Say we have a square matrix like so
1 c c c ... c
c 1 c c ... c
...
c c c c ... 1
What would be the inverse of this matrix? Calling an inv function is expensive, especially for a very large matrix. I am almost certain there's a simple formula to quickly find this inversion since the inversion also has a very similar form of
x y y y ... y
y x y y ... y
...
y y y y ... x
Though I am not sure what the exact formula is, I appreciate any help.
On
Assuming that the inverse matrix to $$ M_{ij}=c+(1-c)\delta_{ij}\tag1 $$ has the form: $$ M^{-1}_{ij}=y+(x-y)\delta_{ij}\tag2 $$ one easily obtains from $$ M^{-1}M=I $$ the equations: $$\begin{align} x+(n-1)y c&=1\\ x c+ y +(n-2)yc&=0 \end{align}. $$ The equations can be easily solved giving the result: $$ x=-\frac{(n-2)c+1}{(c-1)(1+(n-1)c)};\quad y=\frac{c}{(c-1)(1+(n-1)c)}, $$ which provided that $c\ne1$, $c\ne-\dfrac1{n-1} $ justifies the assumption $(2) $.

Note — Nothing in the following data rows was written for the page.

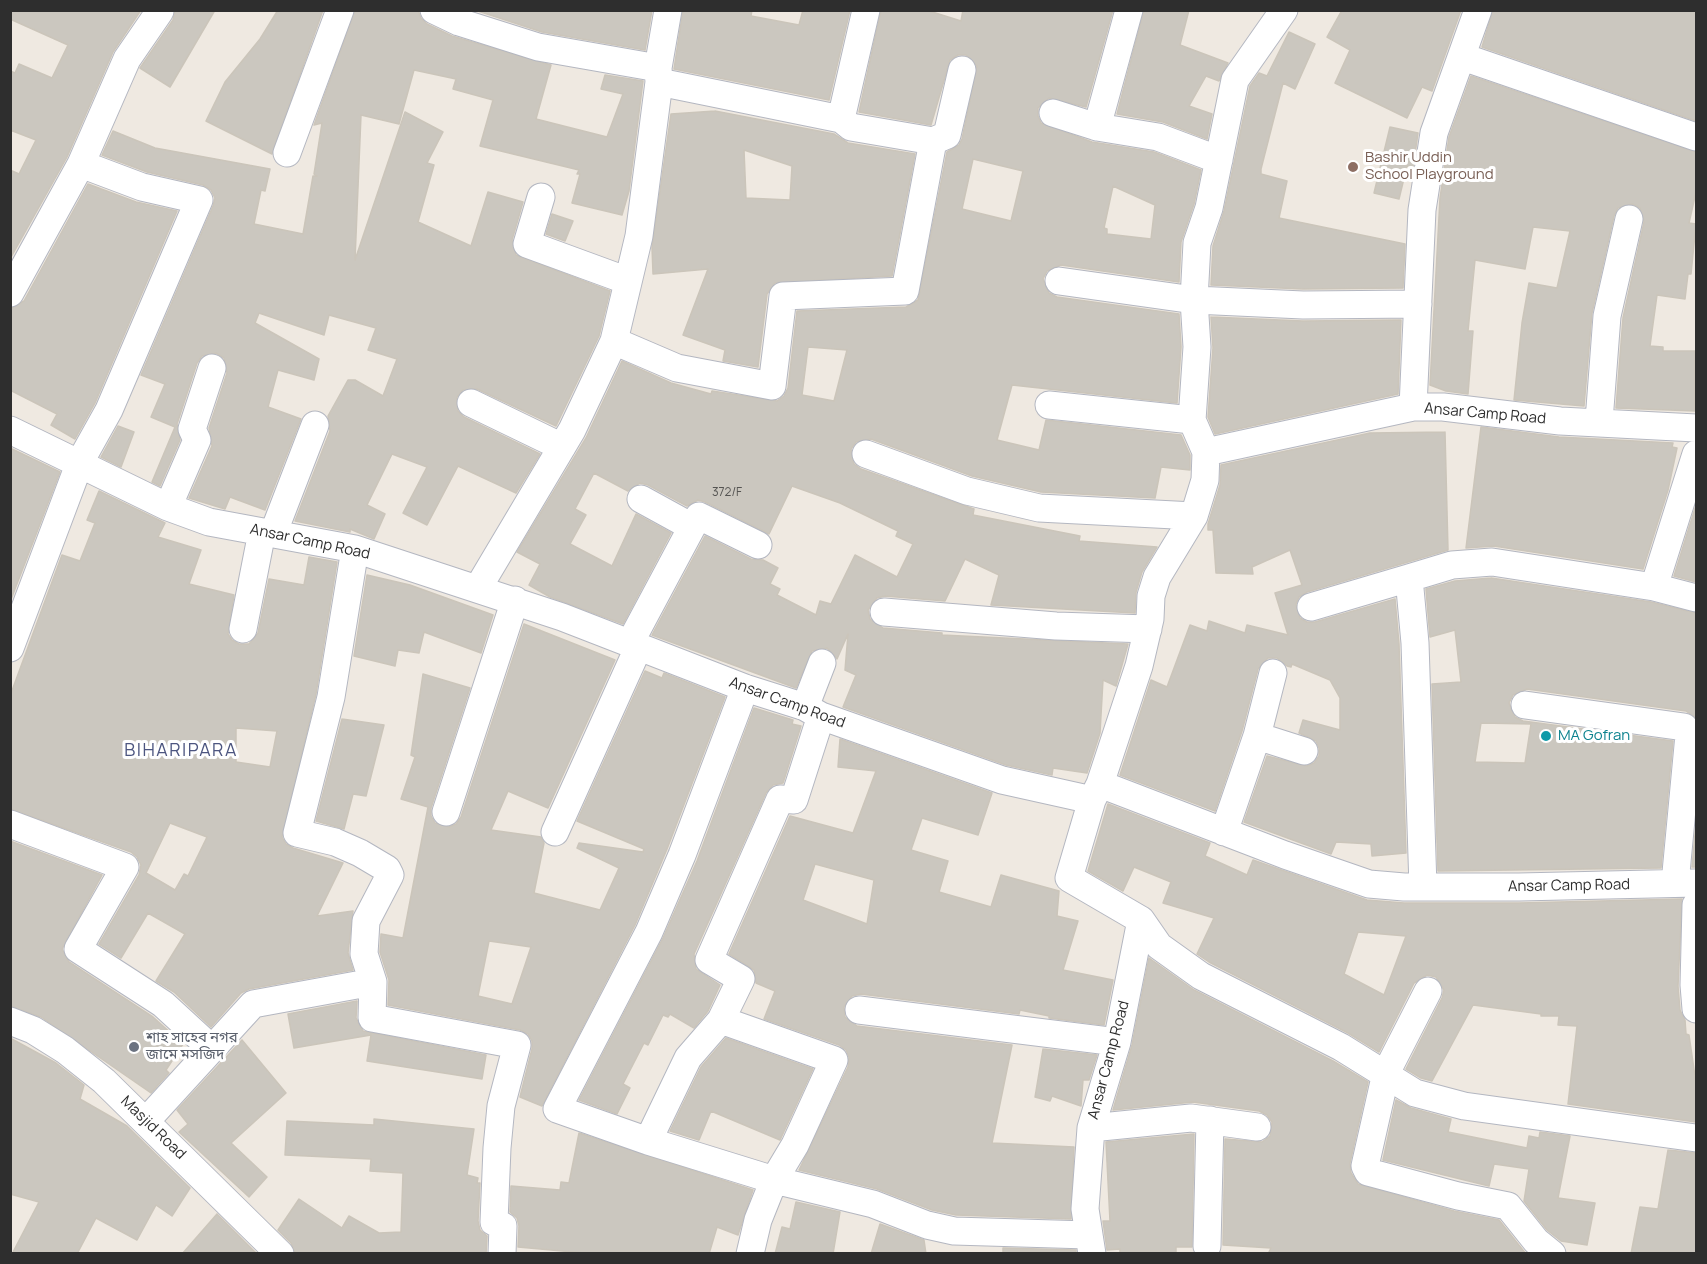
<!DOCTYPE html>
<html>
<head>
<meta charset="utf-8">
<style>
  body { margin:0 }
  #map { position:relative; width:1707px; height:1264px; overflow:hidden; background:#efe9e1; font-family:Manrope,sans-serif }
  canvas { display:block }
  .frame { position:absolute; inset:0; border:12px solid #2e2e2e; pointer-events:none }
</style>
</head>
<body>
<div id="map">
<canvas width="1707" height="1264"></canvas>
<div class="frame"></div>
</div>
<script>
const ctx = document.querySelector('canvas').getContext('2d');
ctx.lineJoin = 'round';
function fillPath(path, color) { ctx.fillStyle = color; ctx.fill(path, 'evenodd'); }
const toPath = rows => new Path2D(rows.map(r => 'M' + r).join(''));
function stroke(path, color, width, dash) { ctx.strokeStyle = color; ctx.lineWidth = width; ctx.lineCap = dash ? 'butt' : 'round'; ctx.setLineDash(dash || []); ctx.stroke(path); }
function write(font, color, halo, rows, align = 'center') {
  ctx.font = font + ' Manrope,"Noto Sans Bengali",sans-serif'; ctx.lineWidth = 6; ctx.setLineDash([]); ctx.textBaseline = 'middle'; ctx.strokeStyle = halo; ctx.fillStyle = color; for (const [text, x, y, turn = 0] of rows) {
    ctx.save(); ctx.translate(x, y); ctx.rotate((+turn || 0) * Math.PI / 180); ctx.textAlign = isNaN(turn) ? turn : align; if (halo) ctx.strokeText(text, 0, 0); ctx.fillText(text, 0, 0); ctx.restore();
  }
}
const building = toPath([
  [10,10,141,10,113,52,67,157,10,259,10,170,19,174,36,140,10,130,10,71,15,73,19,64,52,78,68,45,10,19,10,10],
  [175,10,215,10,170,87,140,68,173,20,175,10],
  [278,10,323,10,272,154,206,121,225,82,260,39,278,10],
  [355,10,418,10,421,18,427,24,452,36,551,65,536,119,607,137,623,94,601,89,605,75,643,81,629,191,622,215,572,203,580,174,577,174,579,170,480,146,493,100,453,89,456,79,414,70,399,124,361,115,355,260,405,112,443,132,427,163,434,165,418,222,471,246,488,192,523,202,512,240,516,255,610,291,599,336,556,426,477,389,463,390,457,397,458,411,464,417,540,454,516,493,458,466,427,525,403,513,427,467,392,454,367,505,385,514,374,539,350,529,350,532,295,521,330,431,328,416,348,380,355,380,383,396,397,359,368,350,376,328,329,315,324,335,259,313,255,323,319,359,314,380,278,370,268,407,301,419,265,510,230,497,225,509,189,498,212,446,209,428,227,373,224,358,216,353,202,356,197,363,177,424,180,440,160,486,152,482,175,427,151,417,165,384,141,375,213,206,215,198,211,190,203,185,147,172,102,155,113,131,155,148,270,169,265,191,261,190,254,224,303,234,313,176,317,176,314,174,322,123,314,125,355,10],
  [475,10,652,10,645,50,542,32,475,10],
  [683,10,752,10,751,16,799,25,803,10,850,10,829,100,674,69,683,10],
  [881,10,926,10,961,21,963,10,1113,10,1086,107,1049,98,1038,108,1038,116,1041,123,1092,142,1154,152,1201,170,1194,204,1181,242,1179,282,1061,265,1047,271,1043,279,1049,293,1057,297,1179,314,1181,347,1177,403,1012,385,997,440,1039,450,1046,420,1181,435,1190,455,1190,470,1161,467,1155,498,1041,492,972,476,871,439,856,442,851,449,854,464,861,469,974,509,973,515,1080,536,1079,541,1157,547,1142,572,1136,592,1135,613,991,605,999,575,965,559,945,601,885,596,877,598,868,610,870,619,883,628,942,633,942,635,1128,644,1116,686,1103,680,1100,733,1087,773,1053,768,1052,775,1006,765,843,707,856,675,845,670,848,634,837,659,827,648,812,651,796,688,652,635,705,536,751,559,763,560,778,568,770,584,780,589,777,595,816,615,820,601,831,604,855,555,897,577,913,544,896,536,898,531,840,503,792,486,769,534,705,502,698,500,687,506,648,485,640,483,628,491,594,473,575,509,586,515,570,544,612,566,636,514,671,533,623,624,550,597,529,585,540,564,517,552,586,438,622,361,671,383,711,394,712,391,777,401,784,396,788,388,797,311,906,307,918,300,947,152,959,145,962,139,977,66,966,55,958,55,950,60,931,125,859,112,881,10],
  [973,159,1023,171,1011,221,962,209,973,159],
  [1113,186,1155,205,1151,239,1107,234,1107,229,1104,228,1113,186],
  [808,347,847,350,834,401,802,395,808,347],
  [1144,10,1189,10,1180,45,1228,63,1219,81,1206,76,1189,106,1212,114,1207,139,1163,122,1117,114,1144,10],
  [1342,10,1461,10,1432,91,1422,87,1407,118,1335,83,1350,50,1327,37,1342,10],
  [1493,10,1696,10,1696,121,1482,47,1493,10],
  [1289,32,1315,44,1295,89,1283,83,1261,169,1261,174,1287,181,1279,218,1405,244,1403,288,1303,289,1211,285,1213,246,1224,211,1250,86,1259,73,1267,76,1289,32],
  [1471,76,1696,152,1696,192,1689,223,1696,224,1691,274,1688,274,1685,299,1657,295,1650,346,1663,347,1663,351,1695,351,1695,411,1616,408,1623,318,1644,222,1640,208,1632,204,1618,208,1614,216,1592,313,1584,406,1514,400,1522,323,1529,283,1557,288,1570,231,1533,227,1525,269,1475,260,1468,331,1473,331,1468,394,1446,391,1430,385,1440,198,1449,137,1471,76],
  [715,111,834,134,848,143,915,154,892,276,775,283,767,294,758,367,723,361,725,350,683,335,708,269,653,274,652,247,671,114,715,111],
  [744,150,792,166,790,200,746,198,744,150],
  [1390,127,1418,133,1413,168,1407,166,1399,199,1374,193,1390,127],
  [88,184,136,202,177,211,95,403,75,439,51,425,57,414,10,390,10,309,24,301,88,184],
  [552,214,573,221,565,241,546,234,552,214],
  [1211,317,1303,321,1401,320,1398,394,1215,434,1208,417,1213,348,1211,317],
  [118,426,134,432,121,467,101,457,118,426],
  [1481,427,1559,437,1673,443,1672,447,1677,448,1668,490,1643,569,1494,546,1466,548,1481,427],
  [1445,432,1448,550,1307,592,1299,597,1296,604,1300,618,1307,622,1315,622,1395,599,1399,644,1406,853,1372,856,1371,844,1336,842,1331,854,1244,822,1267,756,1307,766,1314,763,1319,756,1319,748,1316,741,1299,733,1303,720,1340,730,1340,698,1330,680,1292,664,1291,667,1287,666,1277,658,1268,658,1258,669,1242,731,1215,811,1120,775,1151,680,1167,687,1190,625,1207,631,1209,621,1245,633,1247,625,1288,635,1275,593,1302,585,1290,550,1252,567,1253,574,1216,573,1213,530,1208,530,1208,524,1220,485,1221,465,1370,433,1445,432],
  [10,448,60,472,10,602,10,448],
  [99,491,165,523,158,537,201,550,189,584,234,595,228,634,232,640,239,644,249,644,258,633,269,579,304,585,309,557,337,562,316,694,282,837,286,844,293,848,343,863,317,916,353,911,348,953,353,970,249,989,241,993,211,1027,174,992,156,981,185,934,148,913,121,958,99,944,139,875,141,865,137,857,131,852,10,809,10,696,62,555,80,561,95,523,87,520,99,491],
  [236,728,277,731,270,767,236,762,236,728],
  [170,823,207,837,188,876,184,874,175,890,146,873,170,823],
  [1696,505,1696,582,1674,576,1696,505],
  [367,575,410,585,493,615,481,653,424,632,419,653,398,650,395,666,354,656,367,575],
  [1491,578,1651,602,1696,613,1696,718,1686,711,1527,689,1513,695,1509,703,1515,717,1523,721,1673,741,1661,868,1438,871,1432,684,1461,682,1455,630,1430,637,1426,589,1455,581,1491,578],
  [1481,723,1531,724,1525,763,1475,762,1481,723],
  [524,624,615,660,548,808,508,791,491,830,541,837,544,843,534,893,600,910,619,868,577,848,579,843,643,852,644,849,577,821,645,671,662,678,664,673,725,697,667,849,635,925,542,1106,520,1097,532,1049,532,1041,528,1034,520,1030,388,1005,389,980,380,952,381,934,403,938,428,807,401,799,415,757,411,755,423,674,470,688,431,808,431,816,435,823,449,827,456,824,461,817,524,624],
  [489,941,531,947,512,1004,478,996,489,941],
  [754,708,793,720,792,724,801,726,783,783,773,785,766,793,694,954,696,969,720,985,708,1011,694,1028,670,1014,668,1017,663,1015,648,1045,644,1043,623,1084,630,1088,617,1114,579,1100,663,938,697,861,754,708],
  [342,719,384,725,366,796,353,794,344,829,316,821,342,719],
  [840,739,992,793,978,835,922,818,911,850,948,861,939,892,991,907,1001,875,1059,891,1057,916,1078,921,1063,970,1113,980,1104,1025,1049,1018,1049,1016,1020,1010,1019,1014,861,994,852,996,844,1007,845,1017,857,1026,1012,1045,992,1143,1074,1147,1071,1219,956,1215,932,1210,877,1189,799,1170,848,1067,849,1057,846,1050,839,1045,764,1019,775,991,756,983,754,970,729,954,790,816,853,833,876,771,838,767,840,739],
  [815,864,874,880,867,924,803,900,815,864],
  [1108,804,1210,843,1205,856,1247,875,1253,860,1367,900,1404,903,1519,903,1682,899,1678,986,1680,1010,1685,1020,1686,1034,1689,1035,1696,1083,1696,1122,1568,1104,1577,1026,1558,1025,1559,1016,1541,1016,1541,1014,1473,1005,1432,1081,1421,1078,1406,1069,1442,998,1444,990,1436,977,1427,975,1414,983,1379,1052,1348,1033,1209,962,1197,954,1214,918,1163,903,1171,882,1134,867,1123,891,1088,871,1108,804],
  [1358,932,1406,936,1384,995,1344,974,1358,932],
  [1696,823,1696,867,1692,867,1696,823],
  [10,841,102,875,62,949,69,962,153,1017,183,1044,166,1070,169,1073,151,1093,41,1017,10,1006,10,841],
  [1149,958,1194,990,1333,1061,1368,1082,1350,1163,1351,1173,1358,1184,1454,1211,1499,1220,1526,1254,1268,1254,1271,1248,1223,1245,1225,1139,1262,1142,1270,1136,1272,1122,1267,1115,1259,1111,1193,1102,1113,1110,1132,1045,1149,958],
  [357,1001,356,1018,363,1031,486,1055,482,1079,367,1061,371,1035,294,1048,288,1014,357,1001],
  [10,1038,56,1063,84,1085,80,1099,127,1126,190,1188,172,1216,156,1205,137,1240,96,1218,77,1254,12,1254,39,1202,10,1194,10,1038],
  [726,1038,813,1069,780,1140,711,1111,699,1140,670,1131,701,1067,726,1038],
  [242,1040,286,1093,231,1143,267,1177,249,1197,179,1132,188,1124,177,1110,242,1040],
  [1043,1049,1097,1055,1089,1080,1083,1080,1081,1106,1052,1096,1050,1101,1035,1097,1043,1049],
  [1396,1100,1411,1108,1451,1119,1448,1132,1527,1148,1529,1136,1539,1138,1540,1132,1570,1136,1558,1198,1595,1203,1587,1245,1561,1241,1547,1230,1524,1201,1529,1169,1494,1164,1489,1186,1383,1160,1396,1100],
  [374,1119,474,1129,467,1175,478,1178,477,1183,480,1183,478,1221,480,1230,487,1236,486,1254,295,1254,291,1243,278,1230,299,1199,342,1228,349,1216,379,1233,401,1232,403,1173,370,1171,371,1159,285,1155,287,1121,374,1125,374,1119],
  [579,1133,753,1190,738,1235,717,1227,709,1254,595,1254,518,1247,519,1226,517,1218,510,1212,511,1186,560,1190,561,1182,569,1183,579,1133],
  [1194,1134,1192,1247,1176,1247,1176,1254,1120,1254,1120,1249,1107,1250,1103,1221,1110,1221,1106,1142,1194,1134],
  [1668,1150,1696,1153,1696,1254,1631,1254,1640,1207,1658,1209,1668,1150],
  [796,1202,840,1212,833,1254,775,1254,782,1227,790,1229,796,1202],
  [217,1214,257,1254,182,1254,217,1214],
  [880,1224,924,1240,926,1254,871,1254,880,1224],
  [1003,1248,1076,1250,1076,1254,1003,1254,1003,1248]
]);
fillPath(building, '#cbc7bf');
stroke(building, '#cbc5ba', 1.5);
const street = toPath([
  [434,10,459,22,538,47,658,68],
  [1463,57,1696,137],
  [1053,113,1097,127,1158,137,1219,160],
  [841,119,866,10],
  [1097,127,1129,10],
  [933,141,947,135,962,70],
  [287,153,340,10],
  [541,197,527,244,628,281],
  [1059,281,1194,300,1303,305,1418,304],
  [10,293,81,164,127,59,160,11],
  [614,341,677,368,772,386,783,296,905,291,933,141,851,127,841,119,659,82],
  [471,403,562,447],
  [1049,405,1192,420],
  [1413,407,1422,210,1434,133,1478,10],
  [1599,421,1607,316,1629,219],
  [10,430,168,507,209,522,355,549,562,617,745,688,805,707,821,716,1002,780,1092,800,1069,878,1141,920,1117,1042,1091,1128,1085,1209,1092,1254],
  [1206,452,1413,407,1443,407,1560,421,1696,428],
  [866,454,967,491,1039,508,1194,516],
  [1696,454,1654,587,1696,598],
  [641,499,692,527,699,516,758,545],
  [168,507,197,440,192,429,212,368],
  [273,534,315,425],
  [355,549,331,697,297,833,335,842,360,853,387,869,390,875,366,921,364,954,373,982,372,1018,517,1045,501,1106,497,1148,494,1222,503,1226,502,1254],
  [1409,578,1452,565,1492,562,1654,587],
  [478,588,572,430,614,341,639,236,659,82,658,68,668,10],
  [1311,607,1409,578,1415,643,1423,887],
  [884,612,1056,626,1148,629],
  [243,629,262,532],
  [630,643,692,527],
  [10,648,80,462,109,410,199,200,142,187,81,164],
  [745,688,682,855,649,932,557,1109,648,1141,774,1180,873,1204,927,1225,954,1231,1088,1235],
  [1525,705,1684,727,1689,735,1675,883],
  [805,707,822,663],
  [1257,736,1273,673],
  [1100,784,1285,855,1369,884,1404,887,1519,887,1696,883],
  [1092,800,1100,784,1139,666,1150,619,1151,596,1157,577,1194,516,1205,480,1206,452,1192,420,1197,347,1194,300,1197,243,1209,208,1235,80,1284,10],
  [446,812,515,600],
  [10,824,125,867,78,949,163,1004,212,1049],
  [555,832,639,646],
  [1224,832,1257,736,1304,751],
  [1696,905,1694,985,1696,1009],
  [1141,920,1159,946,1201,976,1341,1047,1415,1093,1464,1106,1696,1138],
  [1428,991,1386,1073,1365,1166,1368,1172,1458,1196,1508,1206,1536,1241,1552,1254],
  [859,1010,1117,1042],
  [721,1020,834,1060,795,1145,774,1180,758,1220,750,1254],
  [10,1021,33,1030,65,1050,104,1081,280,1254],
  [146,1121,253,1004,373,982],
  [1091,1128,1191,1118,1257,1127],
  [648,1141,688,1058,721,1020,741,979,709,960,780,799,794,800,821,716],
  [1207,1246,1210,1120]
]);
stroke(street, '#b4b7c1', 29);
stroke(street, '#fff', 27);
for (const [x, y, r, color] of [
  [1353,167,6,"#8d6e63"],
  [1546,736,6,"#0f9aa8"],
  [134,1047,6,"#6b7280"]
]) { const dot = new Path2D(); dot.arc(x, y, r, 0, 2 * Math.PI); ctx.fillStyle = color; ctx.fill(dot); stroke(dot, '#fff', 2); }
write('12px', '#555452', null, [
  ["372/F",727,493]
]);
write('15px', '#785e54', '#fff', [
  ["Bashir Uddin",1365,158],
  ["School Playground",1365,175]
], 'left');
write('15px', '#2e2e2e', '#fff', [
  ["Ansar Camp Road",1485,414,5],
  ["Ansar Camp Road",310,542,12],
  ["Ansar Camp Road",787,703,20],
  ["Ansar Camp Road",1569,886,-1],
  ["Ansar Camp Road",1109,1060,-75],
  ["Masjid Road",153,1128,44]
]);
write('15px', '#0d838f', '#fff', [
  ["MA Gofran",1558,736]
], 'left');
write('15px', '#5b616d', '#fff', [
  ["শাহ সাহেব নগর",146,1038],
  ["জামে মসজিদ",146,1055]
], 'left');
ctx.letterSpacing = '1.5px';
write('18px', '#4d5680', '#fff', [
  ["BIHARIPARA",181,751]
]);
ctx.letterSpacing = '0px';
</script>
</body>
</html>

A few examples with WA seem to indicate that the inverse of that matrix has the same form, except that the diagonal element is $-((n-2)c+1)$ and we have to divide by the determinant, which seems to be $(n-1)c^2-(n-2)c-1=(c-1)((n-1)c+1)$.
Here is the inverse for $n=5$:
This is probably easy to prove directly or using that the original matrix is a circulant matrix.